Postlethwaite & Netterville auditors commended the school system’s internal auditor for uncovering the problems and actions taken in response, but said more needs to be done to prevent problems in the future.
“However, given the magnitude and significance of the internal auditor's findings, the system should consider increased frequency of audits, additional audit resources and enhanced training and education of school principals and administrative staff,” the auditors recommended.
At least one school, Tara High, had problems that were uncovered by the outside auditing firm rather than the school system's own, internal auditor.
Postlethwaite & Netterville found that almost $2,000 was spent without supporting documentation. That included $1,261 was spent on travel on school related business. In addition, the outside auditors found, $22,000 worth of bills were paid late, prompting $57 in interest charges.

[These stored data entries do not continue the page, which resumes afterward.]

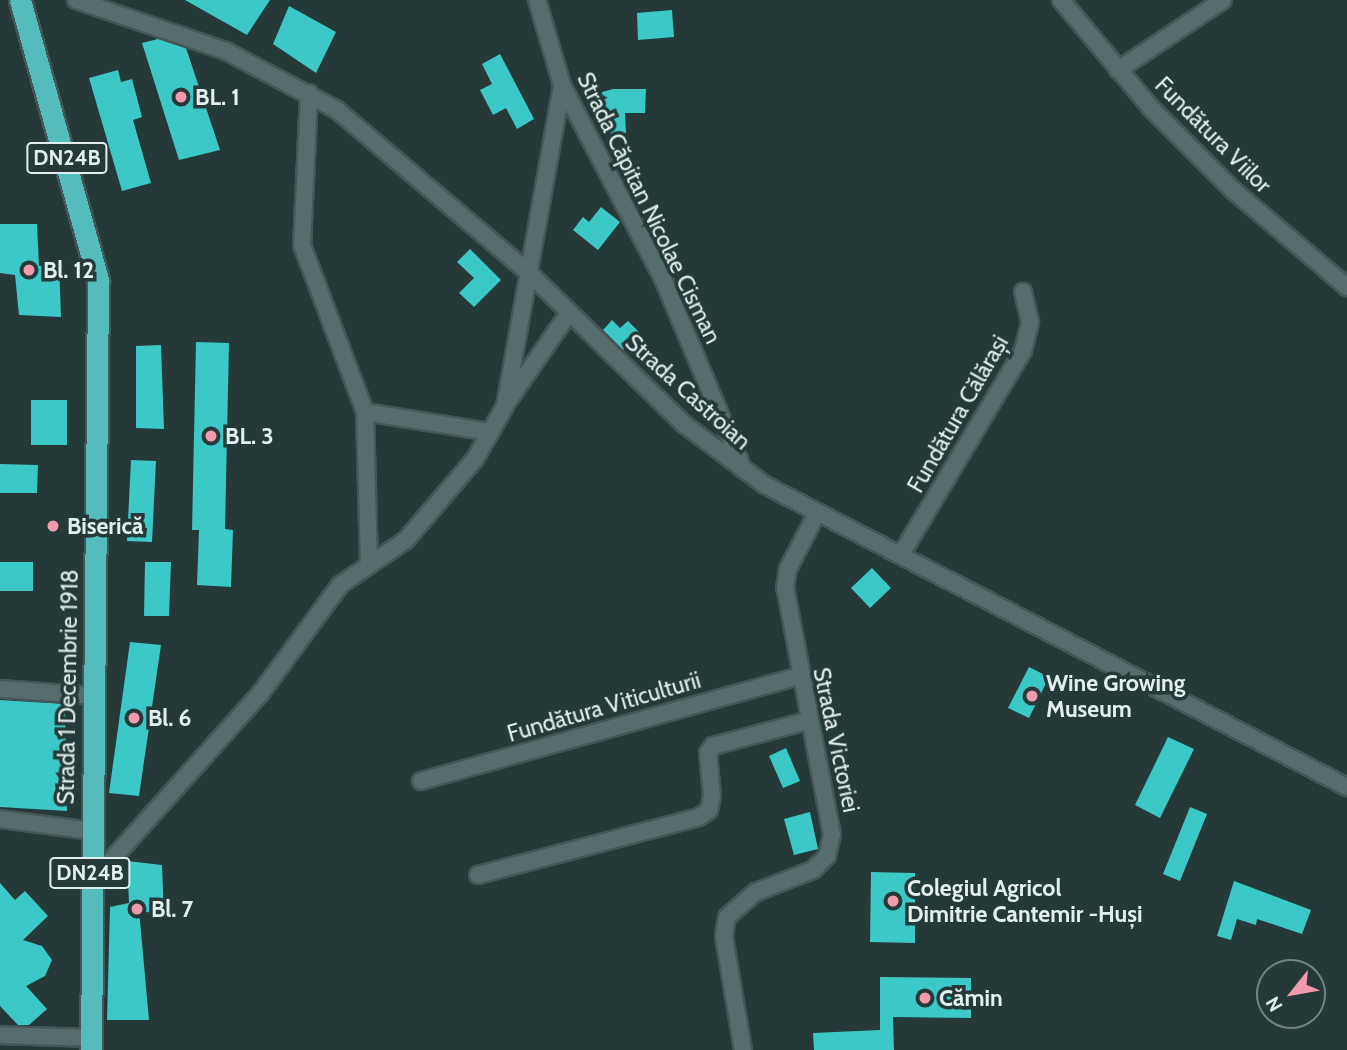 <!DOCTYPE html>
<html>
<head>
<meta charset="utf-8">
<style>
	body { margin:0 }
	#map { position:relative; width:1347px; height:1050px; overflow:hidden; background:#253938; font-family:Cabin,sans-serif }
	div>[style] { position:absolute }
	.building>* { inset:0; background:#3cc8c7 }
	.roads { filter:drop-shadow(2px 0 #455656) drop-shadow(-2px 0 #455656) drop-shadow(0 2px #455656) drop-shadow(0 -2px #455656) }
	.minor>* { height:16px; margin:-8px; padding:0 8px; transform-origin:8px; border-radius:8px; background:#576c6c }
	.highway>* { height:21px; margin:-10.5px; padding:0 10.5px; transform-origin:10.5px; border-radius:10.5px; background:#54bdbb }
	.dots>* { width:19px; height:19px; translate:-50% -50%; box-sizing:border-box; border:4px solid #253938; border-radius:50% }
	span { translate:-50% -50%; white-space:nowrap; text-align:center; line-height:1.15; -webkit-text-stroke:7px #253938; paint-order:stroke }
	.shield-label span { padding:2px 5px; background:#253938; border:2px solid; border-radius:5px; -webkit-text-stroke-width:0 }
	.shield-label { font-size:21px; color:#e3efee; font-weight:700 }
	.poi-label { font-size:23px; color:#e3efee; font-weight:700 }
	.left { translate:0 -50%; text-align:left }
	.street-label { font-size:23px; color:#e3efee }
	.north { position:absolute; left:1256px; top:959px; width:70px; height:70px; box-sizing:border-box; background:#253938; border:2px solid #718281; border-radius:50%; rotate:239deg; font-size:19px; font-weight:700; line-height:28px; text-align:center; color:#e3efee }
	.north::after { content:''; display:block; margin:auto; width:24px; height:32px; background:#f29aad; clip-path:polygon(50% 0,100% 100%,50% 72%,0 100%) }
</style>
</head>
<body>
<div id="map">
	<div class="building">
		<div style="clip-path:polygon(185px 0,270px 0,247px 35px)"></div>
		<div style="clip-path:polygon(289px 6px,336px 32px,316px 73px,273px 44px)"></div>
		<div style="clip-path:polygon(672px 10px,674px 37px,638px 40px,637px 13px)"></div>
		<div style="clip-path:polygon(158px 39px,186px 48px,220px 150px,179px 160px,142px 43px)"></div>
		<div style="clip-path:polygon(500px 54px,534px 119px,517px 129px,506px 108px,493px 115px,480px 90px,492px 84px,482px 64px)"></div>
		<div style="clip-path:polygon(118px 70px,121px 82px,132px 79px,142px 117px,133px 120px,151px 183px,122px 191px,89px 78px)"></div>
		<div style="clip-path:polygon(613px 89px,646px 89px,645px 113px,625px 113px,626px 133px,601px 134px,602px 92px)"></div>
		<div style="clip-path:polygon(601px 207px,620px 222px,598px 250px,573px 230px,583px 217px,589px 222px)"></div>
		<div style="clip-path:polygon(0 224px,37px 224px,39px 266px,59px 263px,61px 317px,19px 315px,15px 275px,0 273px)"></div>
		<div style="clip-path:polygon(470px 249px,501px 280px,474px 307px,459px 293px,474px 278px,457px 262px)"></div>
		<div style="clip-path:polygon(612px 320px,620px 328px,628px 321px,640px 333px,623px 350px,603px 330px)"></div>
		<div style="clip-path:polygon(196px 342px,229px 343px,225px 529px,233px 530px,231px 587px,197px 585px,199px 530px,192px 530px)"></div>
		<div style="clip-path:polygon(161px 345px,164px 429px,136px 428px,136px 346px)"></div>
		<div style="clip-path:polygon(31px 400px,67px 400px,67px 445px,31px 445px)"></div>
		<div style="clip-path:polygon(131px 460px,156px 461px,152px 542px,127px 541px)"></div>
		<div style="clip-path:polygon(0 464px,38px 465px,37px 493px,0 493px)"></div>
		<div style="clip-path:polygon(0 562px,33px 562px,33px 591px,0 591px)"></div>
		<div style="clip-path:polygon(145px 562px,171px 562px,169px 616px,144px 616px)"></div>
		<div style="clip-path:polygon(872px 568px,891px 588px,870px 608px,851px 588px)"></div>
		<div style="clip-path:polygon(130px 642px,161px 645px,139px 796px,109px 793px)"></div>
		<div style="clip-path:polygon(1029px 667px,1049px 677px,1029px 718px,1008px 708px)"></div>
		<div style="clip-path:polygon(0 700px,65px 704px,67px 811px,0 807px)"></div>
		<div style="clip-path:polygon(1168px 737px,1194px 749px,1160px 818px,1135px 805px)"></div>
		<div style="clip-path:polygon(786px 748px,800px 781px,783px 788px,769px 756px)"></div>
		<div style="clip-path:polygon(1190px 807px,1207px 814px,1180px 881px,1163px 874px)"></div>
		<div style="clip-path:polygon(810px 812px,818px 849px,794px 855px,784px 819px)"></div>
		<div style="clip-path:polygon(127px 861px,162px 865px,164px 916px,139px 910px,149px 1020px,107px 1020px,110px 907px,129px 903px)"></div>
		<div style="clip-path:polygon(871px 872px,915px 873px,915px 943px,870px 942px)"></div>
		<div style="clip-path:polygon(1234px 881px,1311px 910px,1302px 934px,1257px 919px,1256px 925px,1237px 919px,1231px 940px,1217px 936px)"></div>
		<div style="clip-path:polygon(0 883px,15px 900px,25px 891px,48px 916px,23px 940px,42px 946px,52px 960px,45px 976px,26px 986px,47px 1009px,29px 1025px,18px 1025px,0 1006px)"></div>
		<div style="clip-path:polygon(880px 977px,971px 978px,971px 1018px,893px 1017px,894px 1050px,814px 1050px,813px 1033px,880px 1030px)"></div>
	</div>
	<div class="roads">
		<div class="minor">
			<div style="left:76px;top:0;width:158px;rotate:18.8deg"></div>
			<div style="left:226px;top:51px;width:126px;rotate:28deg"></div>
			<div style="left:337px;top:110px;width:249px;rotate:40.3deg"></div>
			<div style="left:527px;top:271px;width:221px;rotate:44.3deg"></div>
			<div style="left:685px;top:425px;width:100px;rotate:36.9deg"></div>
			<div style="left:765px;top:485px;width:656px;rotate:27.42deg"></div>
			<div style="left:537px;top:0;width:89px;rotate:73.6deg"></div>
			<div style="left:562px;top:85px;width:221px;rotate:62.5deg"></div>
			<div style="left:664px;top:281px;width:204px;rotate:67.2deg"></div>
			<div style="left:1061px;top:0;width:139px;rotate:50.2deg"></div>
			<div style="left:1150px;top:107px;width:117px;rotate:45deg"></div>
			<div style="left:1233px;top:190px;width:150px;rotate:40.4deg"></div>
			<div style="left:1118px;top:70px;width:126px;rotate:-33.7deg"></div>
			<div style="left:309px;top:93px;width:152px;rotate:92.6deg"></div>
			<div style="left:302px;top:245px;width:178px;rotate:69.3deg"></div>
			<div style="left:365px;top:412px;width:153px;rotate:88.5deg"></div>
			<div style="left:508px;top:401px;width:107px;rotate:-55.3deg"></div>
			<div style="left:365px;top:412px;width:127px;rotate:9.1deg"></div>
			<div style="left:902px;top:553px;width:235px;rotate:-59.1deg"></div>
			<div style="left:1023px;top:351px;width:30px;rotate:-76deg"></div>
			<div style="left:1030px;top:322px;width:31px;rotate:-103deg"></div>
			<div style="left:0;top:689px;width:95px;rotate:4.2deg"></div>
			<div style="left:421px;top:781px;width:392px;rotate:-15.5deg"></div>
			<div style="left:0;top:819px;width:93px;rotate:7.4deg"></div>
			<div style="left:478px;top:875px;width:228px;rotate:-14.7deg"></div>
			<div style="left:699px;top:817px;width:12px;rotate:-35deg"></div>
			<div style="left:709px;top:810px;width:14px;rotate:-78deg"></div>
			<div style="left:712px;top:796px;width:43px;rotate:-95.3deg"></div>
			<div style="left:708px;top:753px;width:9px;rotate:-54deg"></div>
			<div style="left:713px;top:746px;width:97px;rotate:-14.9deg"></div>
			<div style="left:90px;top:884px;width:255px;rotate:-48.2deg"></div>
			<div style="left:260px;top:694px;width:135px;rotate:-53.7deg"></div>
			<div style="left:340px;top:585px;width:80px;rotate:-34.3deg"></div>
			<div style="left:406px;top:540px;width:106px;rotate:-49.6deg"></div>
			<div style="left:475px;top:459px;width:61px;rotate:-60.5deg"></div>
			<div style="left:505px;top:406px;width:326px;rotate:-79.9deg"></div>
			<div style="left:0;top:1035px;width:92px;rotate:1.9deg"></div>
			<div style="left:743px;top:1050px;width:116px;rotate:-99.5deg"></div>
			<div style="left:724px;top:936px;width:19px;rotate:-81deg"></div>
			<div style="left:727px;top:917px;width:38px;rotate:-41deg"></div>
			<div style="left:756px;top:892px;width:61px;rotate:-21.1deg"></div>
			<div style="left:813px;top:870px;width:20px;rotate:-45deg"></div>
			<div style="left:827px;top:856px;width:22px;rotate:-77deg"></div>
			<div style="left:832px;top:835px;width:252px;rotate:-100.7deg"></div>
			<div style="left:785px;top:587px;width:18px;rotate:-81deg"></div>
			<div style="left:788px;top:569px;width:63px;rotate:-62.6deg"></div>
		</div>
		<div class="highway">
			<div style="left:20px;top:0;width:291px;rotate:74.4deg"></div>
			<div style="left:98px;top:280px;width:770px;rotate:90.52deg"></div>
		</div>
	</div>
	<div class="dots">
		<div style="left:181px;top:97px;background:#f29aad"></div>
		<div style="left:29px;top:270px;background:#f29aad"></div>
		<div style="left:211px;top:436px;background:#f29aad"></div>
		<div style="left:53px;top:526px;background:#f29aad"></div>
		<div style="left:1032px;top:696px;background:#f29aad"></div>
		<div style="left:134px;top:718px;background:#f29aad"></div>
		<div style="left:893px;top:901px;background:#f29aad"></div>
		<div style="left:137px;top:909px;background:#f29aad"></div>
		<div style="left:925px;top:998px;background:#f29aad"></div>
	</div>
	<div class="shield-label">
		<span style="left:67px;top:158px">DN24B</span>
		<span style="left:90px;top:873px">DN24B</span>
	</div>
	<div class="poi-label">
		<span class="left" style="left:195px;top:97px">BL. 1</span>
		<span class="left" style="left:43px;top:270px">Bl. 12</span>
		<span class="left" style="left:225px;top:436px">BL. 3</span>
		<span class="left" style="left:67px;top:526px">Biserică</span>
		<span class="left" style="left:1046px;top:696px">Wine Growing<br>Museum</span>
		<span class="left" style="left:148px;top:718px">Bl. 6</span>
		<span class="left" style="left:907px;top:901px">Colegiul Agricol<br>Dimitrie Cantemir -Huși</span>
		<span class="left" style="left:151px;top:909px">Bl. 7</span>
		<span class="left" style="left:939px;top:998px">Cămin</span>
	</div>
	<div class="street-label">
		<span style="left:1213px;top:135px;rotate:45deg">Fundătura Viilor</span>
		<span style="left:649px;top:208px;rotate:64deg">Strada Căpitan Nicolae Cisman</span>
		<span style="left:688px;top:392px;rotate:42deg">Strada Castroian</span>
		<span style="left:958px;top:414px;rotate:-60deg">Fundătura Călărași</span>
		<span style="left:68px;top:687px;rotate:-89deg">Strada 1 Decembrie 1918</span>
		<span style="left:604px;top:707px;rotate:-16deg">Fundătura Viticulturii</span>
		<span style="left:836px;top:740px;rotate:78deg">Strada Victoriei</span>
	</div>
	<div class="north">N</div>
</div>
</body>
</html>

In its response to Postlethwaite & Netterville’s findings, the school system pledged to offer more training for executive secretaries and other school level personnel.
“It is also our goal to have more of a presence within the schools,” according to the response. “We will begin conducting random visits at the school where the Internal Audit department will perform an overview of the record-keeping processes to ensure that the financial records are being properly maintained.”
The school system, however, made it clear it’s not looking to hire more staff to fix these problems.
“At this time. It would be cost prohibitive for the school system to hire additional 12-month staff members,” responded the school system. “The benefits received from the hiring of additional non-instructional staff at the school level are far less that the costs of salaries and benefits associated with these additional positions.”